‘I sandali di Elisa Claps’. Al Porta Catena Ulderico Pesce ha raccontato delle rose

“Non alza gli occhi e il viso non lo stacca dal suolo, sorda ai moniti come una pietra o un’onda in mezzo al mare; solo a tratti, volgendo il collo bianco, compiange con un gemito tra sé e sé suo padre, la sua terra e quella casa che abbandonò partendo a questa volta con l’uomo che le ha fatto oltraggio.”
Nutrice nella Medea di Euripide

Al Piccolo Teatro Porta Catena di Salerno è andato in scena I sandali di Elisa Claps, una rappresentazione di Ulderico Pesce, accompagnato in scena dalla fisarmonica di Pierangelo Camodeca, sulla storia tragica e misteriosa di Elisa, la ragazza sedicenne scomparsa nel settembre del 1993 il cui corpo è stato poi ritrovato nel marzo del 2010 nel sottotetto della chiesa della Santissima Trinità a Potenza. Le indagini avrebbero successivamente appurato che il giorno della sua scomparsa sarebbe coinciso con quello della sua morte, avvenuta per mano omicida di un uomo riconosciuto colpevole anche di un altro delitto consumato in Gran Bretagna nel 2002.

Il caso di Elisa Claps è però passato alla storia come un omicidio i cui connotati non sono stati del tutto risolti. Restano numerose le ombre intorno a una violenza sulla quale non è stata fatta luce in maniera completa. Ancora oggi emergono forti e fondati dubbi su depistaggi, atteggiamenti omertosi e altri nodi investigativi atti a coprire la verità dei fatti e le sue ragioni.

I sandali di Elisa Claps è una rappresentazione del dramma tutta fondata sulla parola. Laddove, attenzione, parola va intesa nel suo significato più profondo e originario. La parabola, la similitudine, il verbo del confrontare, di mettere a lato. E quindi la parola nasce accanto all’oggetto della sua stessa contemplazione. L’elemento sorgente si forma affianco a quello che lo ispira. Allo stesso modo l’impianto narrativo di Ulderico Pesce strazia in uno spartito di cronache che firmano una denuncia che colpisce l’impunità degli ignoti, o di alcuni noti, che in maniera diretta o indiretta si sono resi complici di una subdola omissione a favore di delitto. E nella rappresentazione di Pesce, non a caso, non è quel delitto a mostrarsi esclusivamente e forse primariamente colpevole della più ambigua immoralità, ma il suo intorno. Un intorno radicato in un labirinto di quinte tacitamente operose nella forma più occulta e inquietante delle posizioni di potere. Da quello di Stato a quello ecclesiastico, senza esclusione istituzionale.
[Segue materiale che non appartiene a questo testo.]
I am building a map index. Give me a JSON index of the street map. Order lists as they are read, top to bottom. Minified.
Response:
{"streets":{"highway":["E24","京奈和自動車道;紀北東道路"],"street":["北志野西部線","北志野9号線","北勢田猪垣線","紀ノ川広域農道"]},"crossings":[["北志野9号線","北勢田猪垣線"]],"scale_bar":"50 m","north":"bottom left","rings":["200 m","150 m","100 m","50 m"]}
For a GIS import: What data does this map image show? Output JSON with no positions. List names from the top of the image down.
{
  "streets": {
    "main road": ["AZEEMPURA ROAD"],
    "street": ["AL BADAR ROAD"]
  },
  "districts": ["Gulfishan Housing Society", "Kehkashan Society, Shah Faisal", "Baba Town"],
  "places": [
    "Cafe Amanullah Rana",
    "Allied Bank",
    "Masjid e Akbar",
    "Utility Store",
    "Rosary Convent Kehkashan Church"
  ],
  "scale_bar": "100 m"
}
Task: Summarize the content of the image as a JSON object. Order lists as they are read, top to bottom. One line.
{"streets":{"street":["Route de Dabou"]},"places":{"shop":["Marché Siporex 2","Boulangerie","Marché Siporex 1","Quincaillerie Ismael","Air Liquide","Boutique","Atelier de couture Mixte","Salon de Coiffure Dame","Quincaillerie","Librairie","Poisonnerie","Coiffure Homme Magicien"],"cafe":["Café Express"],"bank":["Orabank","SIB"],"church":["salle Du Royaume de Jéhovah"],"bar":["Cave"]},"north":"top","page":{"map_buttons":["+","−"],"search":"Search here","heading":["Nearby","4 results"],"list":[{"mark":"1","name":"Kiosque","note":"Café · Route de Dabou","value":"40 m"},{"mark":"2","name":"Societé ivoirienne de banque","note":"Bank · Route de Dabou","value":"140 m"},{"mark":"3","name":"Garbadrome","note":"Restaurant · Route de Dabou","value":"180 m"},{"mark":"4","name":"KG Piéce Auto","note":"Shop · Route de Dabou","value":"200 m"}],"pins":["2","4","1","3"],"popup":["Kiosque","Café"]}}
Tuttavia il racconto dedicato a Elisa, esplicitamente ispirato agli statuti del teatro civile di narrazione, volutamente strutturato in un’essenzialità della messinscena fino a coscienti e funzionali forzature “attoriali”, non procede esclusivamente in un atto d’accusa rivolto ai tremendi irrisolti della vicenda, ma consegna un testamento spirituale il cui incanto nero non è rappresentato da un dolore ispirato dalla brutalità del delitto e dalla reazione astiosa nei confronti dell’azione criminale e dei suoi soggetti, ma è progressivamente determinato da una forma struggente di tenerezza.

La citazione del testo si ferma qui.